Troubleshoot Audit Logging on Confluent Cloud

Use these tips to troubleshoot audit logging issues.

Cluster not sending audit log events

Audit logs are available on Standard, Enterprise, Dedicated, and Freight clusters only. If you are using a Basic cluster type, consider upgrading.

Topic altered without authorization does not appear in audit log messages

If you attempted to alter a topic on a Dedicated cluster, but the topic does not subsequently appear in the audit logs messages, this can happen because some common administration tools attempt to describe a resource before attempting to create, alter, or delete it. In cases where the describe request fails or is rejected, the tool might not attempt to send a second request.

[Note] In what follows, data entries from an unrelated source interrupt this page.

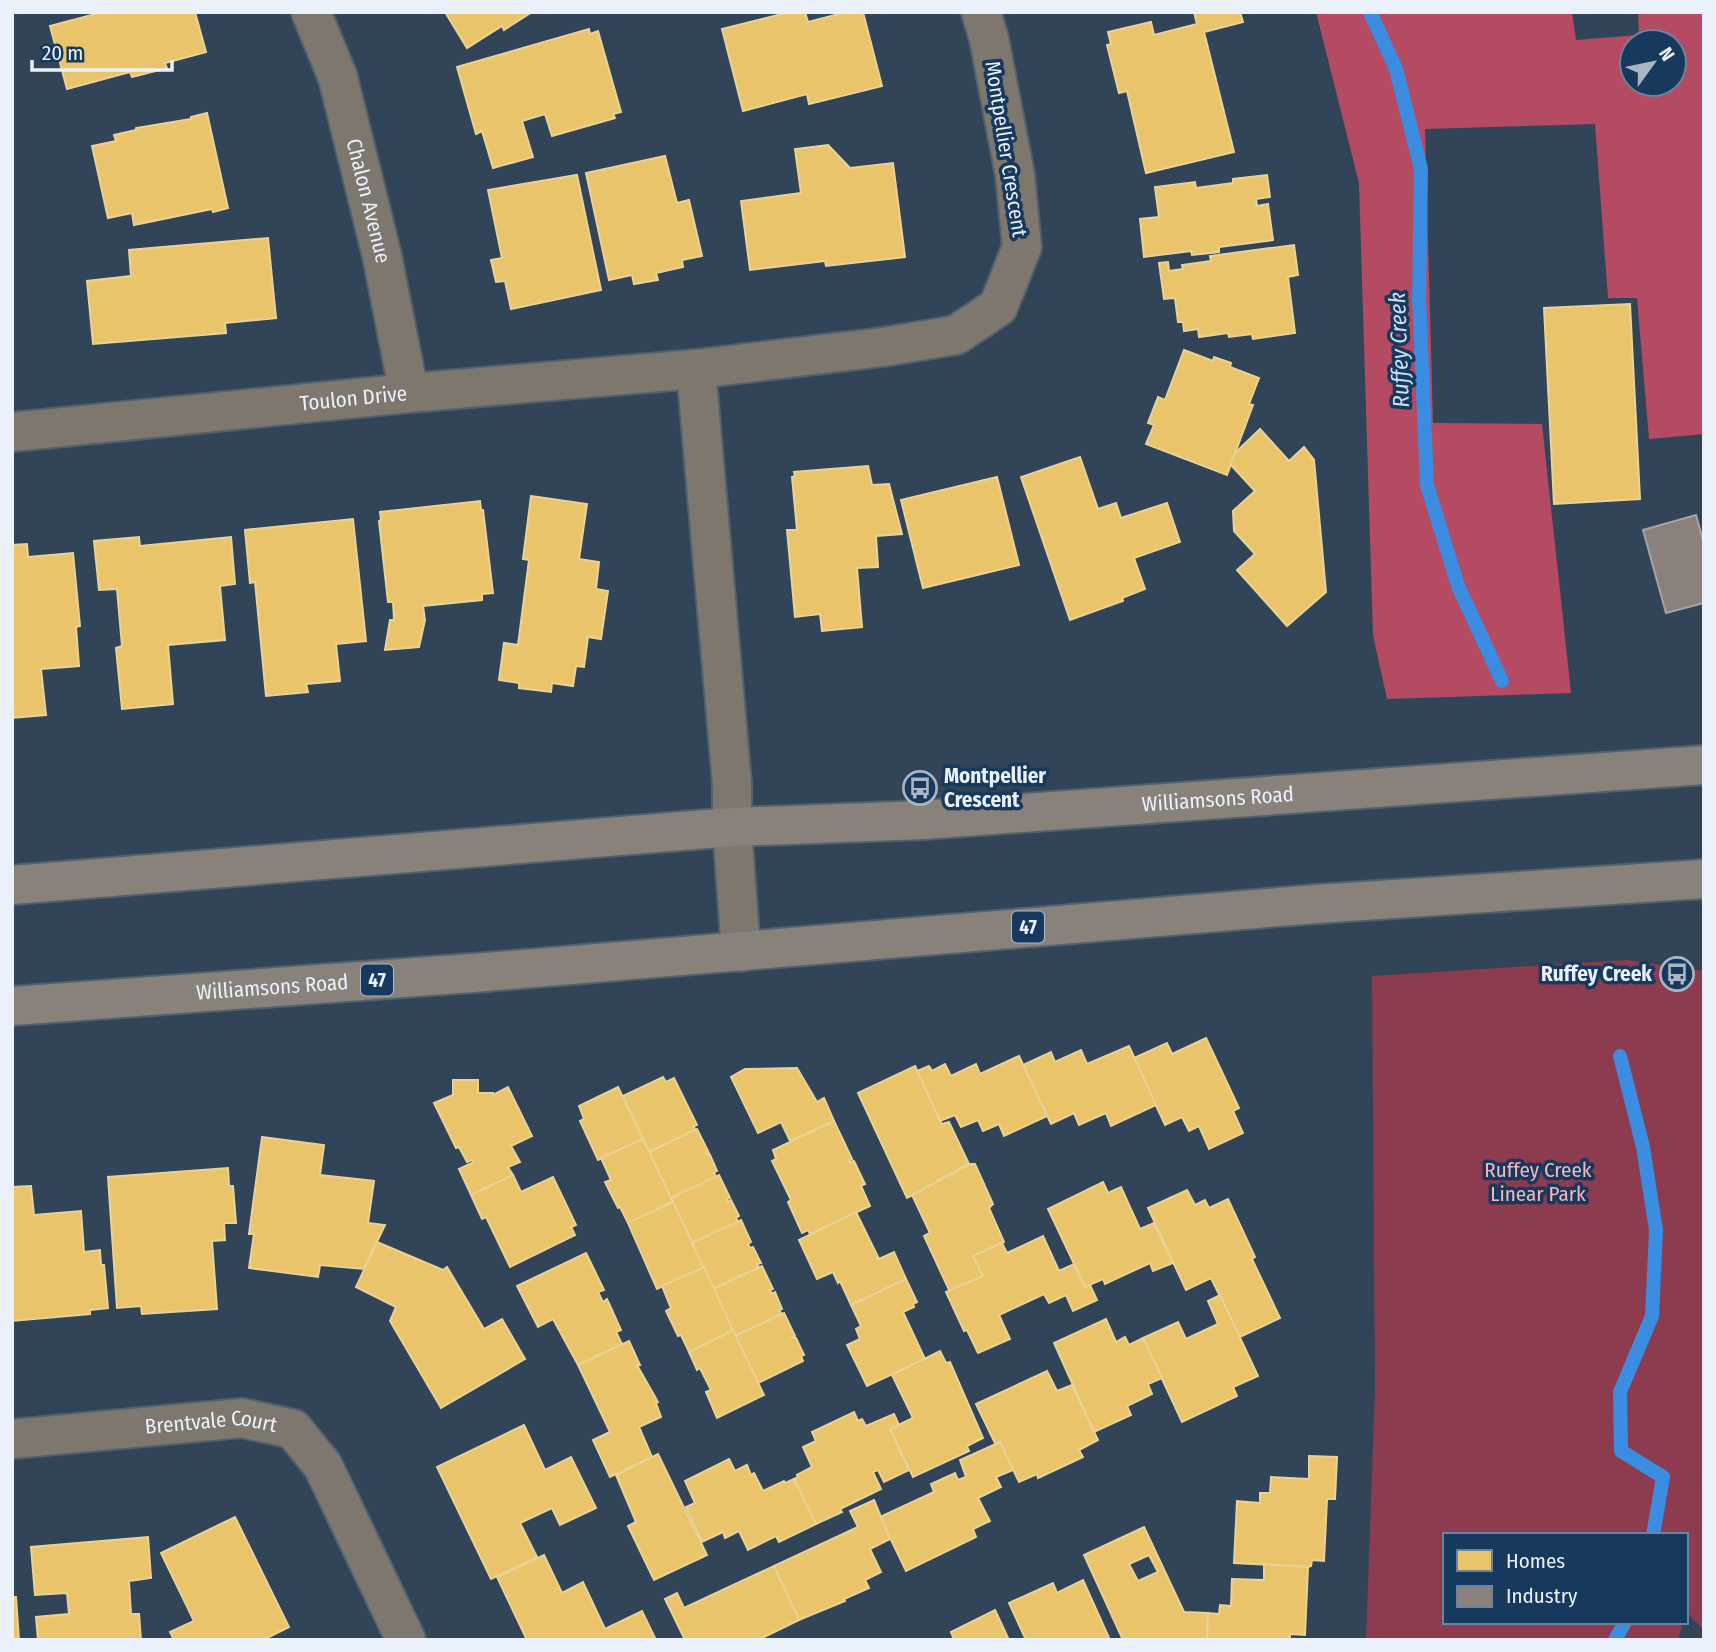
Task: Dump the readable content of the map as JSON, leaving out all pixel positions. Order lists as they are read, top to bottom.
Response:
{
  "streets": {
    "main road": ["Williamsons Road", "47"],
    "street": [
      "Montpellier Crescent",
      "Chalon Avenue",
      "Toulon Drive",
      "Brentvale Court"
    ]
  },
  "crossings": [
    ["Montpellier Crescent", "Toulon Drive"],
    ["Chalon Avenue", "Toulon Drive"]
  ],
  "water": ["Ruffey Creek"],
  "parks": ["Ruffey Creek Linear Park"],
  "places": {
    "bus stop": ["Montpellier Crescent", "Ruffey Creek"]
  },
  "legend": ["Homes", "Industry"],
  "scale_bar": "20 m",
  "north": "top right"
}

In such cases, the audit logs include an authentication event, but do not include any additional authorization checks, because the create, alter, or delete request was never made.

Newly created topic does not appear in audit log messages

When the API checks a user’s permission to create a topic, it first attempts to confirm that the user has cluster-level permission to create any topic. If so, the API grants access. If not, the API performs a secondary check to see if the user has permission to create the specific topic name (or a prefix using that name). If this cluster-level check succeeds, then the audit log event includes the ID of the cluster without any reference to the specific topic, because the topic name is not used in the cluster-level permission check.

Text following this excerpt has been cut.